Run a function in a blocking manner, whether the function is async or blocking.

Args:

  • func - the function (async or blocking) to run
  • *args - the args to run the function with
  • **kwargs - the kwargs to run the function with

Returns:

  • result - whatever the function returns when it's done.

Parallel Class

class Parallel

Parallel runner.

Provides a way to: * schedule a heterogeneous mix of blocking and awaitable functions * run those functions all in parallel * to run them in either a blocking or an asynchronous manner * to receive the results in the order in which the functions were passed in. * to run them as many times as desired (similarly to a partial function)

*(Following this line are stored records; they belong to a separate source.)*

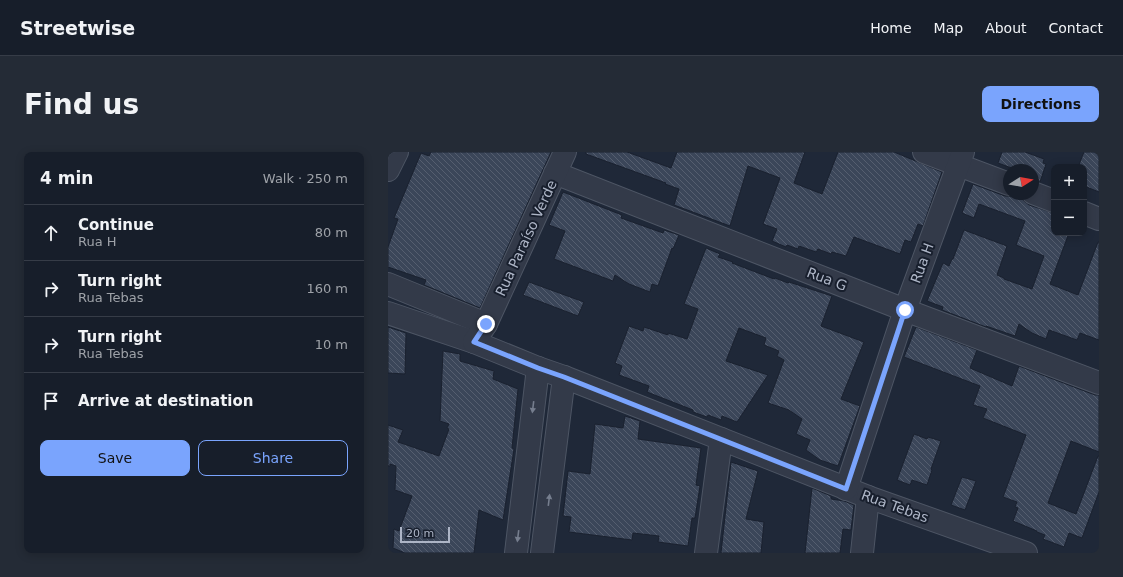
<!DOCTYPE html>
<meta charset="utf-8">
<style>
:root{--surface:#171e2a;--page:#242b36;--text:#f1f3f6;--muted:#9ea2a8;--line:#363c47;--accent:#7aa4fd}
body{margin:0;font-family:"DejaVu Sans",sans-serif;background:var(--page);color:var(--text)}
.controls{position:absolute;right:12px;top:12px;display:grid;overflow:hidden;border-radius:8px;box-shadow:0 2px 10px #0003}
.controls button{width:36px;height:36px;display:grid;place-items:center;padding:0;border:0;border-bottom:1px solid var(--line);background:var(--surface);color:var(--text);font:20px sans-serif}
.compass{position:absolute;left:615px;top:12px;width:36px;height:36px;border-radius:50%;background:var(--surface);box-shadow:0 2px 10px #0003;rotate:79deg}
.scale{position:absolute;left:12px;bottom:10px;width:50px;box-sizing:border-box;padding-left:4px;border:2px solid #adb5c6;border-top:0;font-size:11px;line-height:14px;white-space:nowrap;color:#adb5c6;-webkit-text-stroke:3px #181f2d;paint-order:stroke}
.stop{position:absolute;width:12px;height:12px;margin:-9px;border:3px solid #7aa4fd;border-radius:50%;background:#fff}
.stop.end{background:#7aa4fd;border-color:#fff;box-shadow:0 1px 4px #0008}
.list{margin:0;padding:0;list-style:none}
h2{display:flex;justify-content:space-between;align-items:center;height:52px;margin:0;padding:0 16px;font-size:17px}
h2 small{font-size:13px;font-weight:400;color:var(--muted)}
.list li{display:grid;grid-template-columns:26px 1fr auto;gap:12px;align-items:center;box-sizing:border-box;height:56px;padding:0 16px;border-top:1px solid var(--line)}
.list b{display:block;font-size:15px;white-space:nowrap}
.list p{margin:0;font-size:13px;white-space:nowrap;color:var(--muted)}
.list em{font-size:13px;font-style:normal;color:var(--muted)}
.actions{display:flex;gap:8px;padding:12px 16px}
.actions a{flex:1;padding:9px 0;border:1px solid var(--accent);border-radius:8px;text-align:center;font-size:14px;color:var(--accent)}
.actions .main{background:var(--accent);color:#111}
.icon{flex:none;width:22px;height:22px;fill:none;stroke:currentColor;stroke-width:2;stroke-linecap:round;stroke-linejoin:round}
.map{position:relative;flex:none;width:711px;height:401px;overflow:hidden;border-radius:8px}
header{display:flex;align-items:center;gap:24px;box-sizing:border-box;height:56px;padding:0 20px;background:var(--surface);border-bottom:1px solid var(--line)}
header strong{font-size:19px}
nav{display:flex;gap:22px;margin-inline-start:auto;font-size:14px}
.intro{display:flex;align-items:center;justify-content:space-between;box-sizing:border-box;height:96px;padding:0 24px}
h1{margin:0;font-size:28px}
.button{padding:10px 18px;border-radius:8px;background:var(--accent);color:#111;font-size:14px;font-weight:700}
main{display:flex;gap:24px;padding:0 24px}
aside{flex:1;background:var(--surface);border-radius:8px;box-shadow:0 2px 10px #0003}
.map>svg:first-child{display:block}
</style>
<header>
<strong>Streetwise</strong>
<nav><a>Home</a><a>Map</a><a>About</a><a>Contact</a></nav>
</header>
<div class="intro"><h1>Find us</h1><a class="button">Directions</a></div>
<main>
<aside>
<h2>4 min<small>Walk · 250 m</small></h2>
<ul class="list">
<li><svg class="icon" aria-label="ahead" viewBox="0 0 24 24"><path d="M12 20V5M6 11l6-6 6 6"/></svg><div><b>Continue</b><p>Rua H</p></div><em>80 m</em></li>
<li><svg class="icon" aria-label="right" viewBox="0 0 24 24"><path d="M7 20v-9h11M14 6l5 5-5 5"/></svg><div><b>Turn right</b><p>Rua Tebas</p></div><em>160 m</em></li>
<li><svg class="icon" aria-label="right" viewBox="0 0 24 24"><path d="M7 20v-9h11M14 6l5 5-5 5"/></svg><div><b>Turn right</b><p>Rua Tebas</p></div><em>10 m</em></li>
<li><svg class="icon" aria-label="arrive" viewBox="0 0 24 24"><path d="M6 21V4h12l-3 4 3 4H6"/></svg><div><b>Arrive at destination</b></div></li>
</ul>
<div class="actions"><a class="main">Save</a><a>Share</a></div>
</aside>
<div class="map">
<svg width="711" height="401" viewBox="0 0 711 401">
<defs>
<pattern id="building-back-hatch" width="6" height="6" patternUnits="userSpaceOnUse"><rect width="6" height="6" fill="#3b4659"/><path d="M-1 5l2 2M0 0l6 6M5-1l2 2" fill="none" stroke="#555e6f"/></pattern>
</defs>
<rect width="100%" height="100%" fill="#1f2838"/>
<g fill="url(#building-back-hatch)" stroke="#1a212f">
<polygon points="43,0 163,0 92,156 36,133 38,128 0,115 0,95 10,67 6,66 33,1 41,4"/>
<polygon points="198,0 239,0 283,16 289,0 417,0 406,31 434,42 450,0 506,0 554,20 535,74 530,72 523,90 517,88 512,102 466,85 458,104 444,100 443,102 430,97 428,100 411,94 410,97 399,93 398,95 384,89 389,77 375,72 392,26 360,14 342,74 286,53 291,37 277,32 278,31 198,2"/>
<polygon points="614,0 637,0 656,7 655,11 658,12 652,30 645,29 645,18 629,18 610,11"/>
<polygon points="696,0 711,0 711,40 696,34 696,15 690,15"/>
<polygon points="585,32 617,44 624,44 632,47 633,45 636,49 641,53 666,61 666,81 681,81 662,132 690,143 710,90 711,90 711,188 692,181 689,188 661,178 658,187 644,181 631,172 627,184 598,174 598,175 554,158 555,155 539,149 555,111 561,114 564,107 565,107 576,78 619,94 609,123 616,126 616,127 644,137 656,104 628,93 637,69 591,52 586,66 574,61"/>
<polygon points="175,40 234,63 233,66 275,81 276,78 291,83 285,97 284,96 270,134 264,132 262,140 241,132 227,123 225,129 166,107 177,79 161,73"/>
<polygon points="318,96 332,102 330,105 345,110 344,111 386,127 387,126 400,131 401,130 444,144 433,174 476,190 453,247 472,254 450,314 432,308 418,298 422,288 408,282 414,267 401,258 380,251 396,208 389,204 391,199 376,193 378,186 351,176 338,209 380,223 349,270 334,264 333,268 320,263 319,265 305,260 305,258 259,240 261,234 231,223 234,214 227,211 241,174 255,179 256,175 280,183 280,181 299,187 310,157 296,152"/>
<polygon points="141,130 196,150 190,164 135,143"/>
<polygon points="0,175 18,181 17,222 0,221"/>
<polygon points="528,175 589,198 582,216 624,234 631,214 707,243 711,243 711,300 683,289 660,351 688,362 710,304 711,304 711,340 694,386 681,381 676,395 655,387 657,383 649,380 649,379 625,369 630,356 627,355 629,350 615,345 638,283 595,266 599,257 585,253 592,234 516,205"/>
<polygon points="55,199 72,202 72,209 106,219 105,227 130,237 124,296 126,297 115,368 91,358 86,401 17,401 5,396 6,377 11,379 24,344 7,338 8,314 2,312 2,314 0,314 0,273 15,278 10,290 51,304 61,277 59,276 61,272 52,269"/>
<polygon points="237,264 252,269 250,287 313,296 308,333 312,334 307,366 304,366 300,394 270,390 271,384 245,381 244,388 181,380 183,365 175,364 180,319 202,322 207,272 235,276"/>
<polygon points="526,282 539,287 540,285 553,289 543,317 544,318 539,333 524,328 522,333 509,328"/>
<polygon points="343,310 370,319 358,367 376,370 373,401 333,401"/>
<polygon points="574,325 588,329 577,358 563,353"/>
<polygon points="424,336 443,344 443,347 456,349 466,353 463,378 455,377 452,401 417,401"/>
</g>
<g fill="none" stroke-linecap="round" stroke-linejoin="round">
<g stroke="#4d5564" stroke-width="24">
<g id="minor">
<polyline points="536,0 621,32"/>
<polyline points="0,18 9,0"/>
<polyline points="167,21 517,158 711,231"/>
<polyline points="645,41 666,49"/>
<polyline points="696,61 711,67"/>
<polyline points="0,132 98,172"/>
<polyline points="0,161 86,190 150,216 176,225 480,345 638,401"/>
<polyline points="86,190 98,172 177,0"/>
<polyline points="458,337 517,158 575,0"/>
<polyline points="128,401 150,216"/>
<polyline points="154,401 176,225"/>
<polyline points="318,401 333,287"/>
<polyline points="474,401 480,345"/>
</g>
</g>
<use href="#minor" stroke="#333a49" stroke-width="22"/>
</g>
<defs><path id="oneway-solid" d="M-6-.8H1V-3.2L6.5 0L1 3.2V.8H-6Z"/></defs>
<g fill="#767e8e">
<use href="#oneway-solid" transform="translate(145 255) rotate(97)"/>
<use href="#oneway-solid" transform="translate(161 348) rotate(-83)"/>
<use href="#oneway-solid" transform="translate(130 384) rotate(97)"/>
</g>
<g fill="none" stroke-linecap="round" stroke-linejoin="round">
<polyline stroke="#7aa4fd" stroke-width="5" points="98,172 86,190 150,216 176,225 458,337 517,158"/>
</g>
<g text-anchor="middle" stroke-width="4" stroke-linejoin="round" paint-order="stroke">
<g font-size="14" fill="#adb5c6" stroke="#181f2d">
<text transform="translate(138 86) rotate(-65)" y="5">Rua Paraíso Verde</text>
<text transform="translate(534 111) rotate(-70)" y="5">Rua H</text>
<text transform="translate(439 127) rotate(21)" y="5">Rua G</text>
<text transform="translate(507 354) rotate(20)" y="5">Rua Tebas</text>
</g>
</g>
</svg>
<div class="controls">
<button>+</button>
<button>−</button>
</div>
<svg class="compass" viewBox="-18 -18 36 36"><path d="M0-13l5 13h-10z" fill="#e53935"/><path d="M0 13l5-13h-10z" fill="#9ea2a8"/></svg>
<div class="scale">20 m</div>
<div class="stop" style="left:517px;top:158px"></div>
<div class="stop end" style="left:98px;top:172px"></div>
</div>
</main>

It's analogous to a partial function, but instead of supplying args for a function and getting a function back, you supply args for as many functions as you like, and get an function back with which you can run those functions and arguments in parallel, either synchronously or asynchronously.

Args:

  • None

schedule(self, func, *args, **kwargs) -> 'Parallel'

Schedule a function to be run.

Args:

  • func - the function to schedule
  • *args - the args to call the function with
  • **kwargs - the kwargs to call the function with

Returns:

  • parallel - the parallel object, to allow chaining.

async run(self) -> List[Any]

Run the scheduled functions in parallel, asynchronously.

Args:

  • None

Returns:

  • list - a list of the results from the scheduled functions, in the order they were scheduled in.

Note that while this function is awaitable, the scheduled functions are run in an asyncio loop in a separate thread. We cannot create asyncio tasks and run them in the current thread because that depends on knowing the environment of the caller, as far as async context goes, and you can't. For example, if the caller is being executed via the curio kernel, and we add a task to the current asyncio event loop, that task will never complete.

Our only alternative is to run in an independent loop that we control. The only way to actually make that concurrent instead of blocking in this function is to run that loop in its own thread.

block(self) -> List[Any]

Run the scheduled functions in parallel, blocking.

Args:

  • None

Returns:

  • list - a list of the results from the scheduled functions, in the order they were scheduled in.

Serial Class

class Serial

Serial runner.

Provides a way to: * schedule a heterogeneous mix of blocking and awaitable functions * run those functions all in series * to run them in either a blocking or an asynchronous manner * to receive the results in the order in which the functions were passed in. * to run them as many times as desired (similarly to a partial function)

It's analogous to a partial function, but instead of supplying args for a function and getting a function back, you supply args for as many functions as you like, and get an function back with which you can run those functions and arguments in series, either synchronously or asynchronously.

Args:

  • None

schedule(self, func: Callable, *args, **kwargs) -> 'Serial'

Schedule a function to be run.

Args:

  • func - the function to schedule
  • *args - the args to call the function with
  • **kwargs - the kwargs to call the function with

Returns:

  • series - the series object, to allow chaining.

async run(self) -> List[Any]

Run the scheduled functions in series, asynchronously.

Args: None

Returns:

  • list - a list of the results from the scheduled functions, in the order they were scheduled in.

block(self) -> List[Any]

Run the scheduled functions in series, blocking.

Args:

  • None

Returns:

  • list - a list of the results from the scheduled functions, in the order they were scheduled in.